I can't seem to find the specs for the new Kobo Aura's E Ink display for comparison. Anyone have them?

B.


----------



## bordercollielady

Kia Zi Shiru said:


> I have one of those book covers that have a thing to close them, lemme get you an image of it.


Thanks for the suggestion. its worth a try. I love the PW screen and don't want to give it up - I just need to find a way to hold it in one hand with my small hands.


----------



## Ann in Arlington

Chad Winters said:


> (off topic, does anybody know why 1/2 the books in my bookshelf signature thing aren't showing up?)


(Go back to your set up page and click 'save' again. Keep doing it until all the books show. It has to do with how the tool 'calls' to amazon for the image links.)

BACK ON TOPIC. 

The more I read the more I'm thinking of pre-ordering. . . .'cause, you know, a moderator should have one.  Money's not an issue -- it would be a total splurge which I can afford. But the frugal side of me (I do have German ancestry  ) says I don't _need_ it. 

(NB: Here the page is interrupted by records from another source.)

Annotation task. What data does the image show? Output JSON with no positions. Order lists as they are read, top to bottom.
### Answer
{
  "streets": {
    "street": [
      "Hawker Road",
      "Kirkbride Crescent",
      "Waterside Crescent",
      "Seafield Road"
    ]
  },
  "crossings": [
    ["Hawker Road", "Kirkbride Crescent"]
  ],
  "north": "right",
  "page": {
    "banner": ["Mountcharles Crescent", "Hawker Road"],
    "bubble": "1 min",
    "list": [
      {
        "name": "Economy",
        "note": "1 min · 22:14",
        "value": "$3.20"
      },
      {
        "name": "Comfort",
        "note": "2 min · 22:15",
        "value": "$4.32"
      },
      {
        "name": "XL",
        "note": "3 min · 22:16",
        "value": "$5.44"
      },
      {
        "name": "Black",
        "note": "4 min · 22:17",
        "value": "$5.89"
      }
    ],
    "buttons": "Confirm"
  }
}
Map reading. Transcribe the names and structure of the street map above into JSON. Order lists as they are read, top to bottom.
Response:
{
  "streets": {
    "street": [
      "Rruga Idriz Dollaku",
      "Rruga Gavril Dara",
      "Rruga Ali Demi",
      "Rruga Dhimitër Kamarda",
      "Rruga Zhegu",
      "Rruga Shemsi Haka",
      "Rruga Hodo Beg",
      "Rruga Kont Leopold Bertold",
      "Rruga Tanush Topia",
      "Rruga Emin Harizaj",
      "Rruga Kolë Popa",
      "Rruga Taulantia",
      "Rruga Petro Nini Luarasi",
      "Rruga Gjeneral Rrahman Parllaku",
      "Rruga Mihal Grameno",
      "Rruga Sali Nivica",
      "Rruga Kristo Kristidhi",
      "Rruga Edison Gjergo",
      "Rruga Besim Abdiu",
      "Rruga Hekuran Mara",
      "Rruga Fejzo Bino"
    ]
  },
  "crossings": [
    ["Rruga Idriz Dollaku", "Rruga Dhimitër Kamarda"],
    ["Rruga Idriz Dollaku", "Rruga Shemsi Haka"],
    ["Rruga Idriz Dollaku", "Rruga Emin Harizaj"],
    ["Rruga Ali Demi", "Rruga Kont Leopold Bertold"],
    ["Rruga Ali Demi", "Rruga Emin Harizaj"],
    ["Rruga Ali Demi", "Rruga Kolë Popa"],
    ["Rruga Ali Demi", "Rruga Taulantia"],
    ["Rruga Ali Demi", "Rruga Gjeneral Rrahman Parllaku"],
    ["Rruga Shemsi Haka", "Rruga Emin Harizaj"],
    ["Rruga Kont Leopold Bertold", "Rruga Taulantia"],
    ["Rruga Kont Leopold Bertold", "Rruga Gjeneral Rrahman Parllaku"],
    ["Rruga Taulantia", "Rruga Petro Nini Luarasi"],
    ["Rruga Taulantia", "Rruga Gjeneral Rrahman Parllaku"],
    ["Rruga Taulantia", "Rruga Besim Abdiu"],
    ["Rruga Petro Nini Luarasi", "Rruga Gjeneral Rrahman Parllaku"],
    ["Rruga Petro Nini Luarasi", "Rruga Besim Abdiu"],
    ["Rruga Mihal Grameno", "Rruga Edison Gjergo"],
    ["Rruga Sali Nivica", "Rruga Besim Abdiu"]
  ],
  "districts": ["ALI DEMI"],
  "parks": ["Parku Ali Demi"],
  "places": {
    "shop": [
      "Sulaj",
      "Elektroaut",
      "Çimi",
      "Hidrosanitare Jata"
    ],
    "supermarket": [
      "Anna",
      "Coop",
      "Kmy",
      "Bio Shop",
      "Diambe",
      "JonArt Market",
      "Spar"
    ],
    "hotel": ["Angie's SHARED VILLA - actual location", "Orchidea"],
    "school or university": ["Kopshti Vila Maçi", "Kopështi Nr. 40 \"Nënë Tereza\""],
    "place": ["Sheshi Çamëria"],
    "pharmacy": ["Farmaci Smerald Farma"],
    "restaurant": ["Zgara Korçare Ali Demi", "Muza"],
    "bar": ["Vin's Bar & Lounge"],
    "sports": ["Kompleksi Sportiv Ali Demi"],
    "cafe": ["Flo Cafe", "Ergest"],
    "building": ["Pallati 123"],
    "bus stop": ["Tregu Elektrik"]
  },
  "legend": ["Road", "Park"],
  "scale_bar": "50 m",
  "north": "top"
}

Also, my husband, if I asked him, would say I don't need it. But then he'd roll his eyes and say, "buy what you want."


----------



## Ann in Arlington

B. Justin Shier said:


> Specs on E Ink's Carta tech which is exclusive to V2 Paperwhites:
> 
> Contrast Ratio: 15:1 (min)
> White State: 74 (min)
> Dark State: 19 (max)
> Color Resolution (# Bits): 1-Bit (B&W);4-Bit (16 Gray Levels)
> % Reﬂectance: 44%
> Viewing Angle: Near 180°
> Image Update Time: 120 msec (1-Bit)
> Update Modes: Full & Partial Page Update, Pipelined
> Available Display Sizes: 1.44 to 13.3 in
> Display Modules: E Ink Mobius Flexible Display, as well as Glass TFT
> 
> http://www.eink.com/sell_sheets/carta_spec_sheet.pdf
> 
> I can't seem to find the specs for the new Kobo Aura's E Ink display for comparison. Anyone have them?
> 
> B.


While I realize that comparing to Kobo is by way of looking at the competition, I don't really care, as I've no intention of switching -- but can you find specs on the PW1? That comparison I'd be interested in.


----------



## Atunah

Ann in Arlington said:


> While I realize that comparing to Kobo is by way of looking at the competition, I don't really care, as I've no intention of switching -- but can you find specs on the PW1? That comparison I'd be interested in.


I am curious about that too. How does this screen compare to the PW1. Although the numbers by themself don't really mean anything to me. Is there some reference point or something? Can someone translate those for me? 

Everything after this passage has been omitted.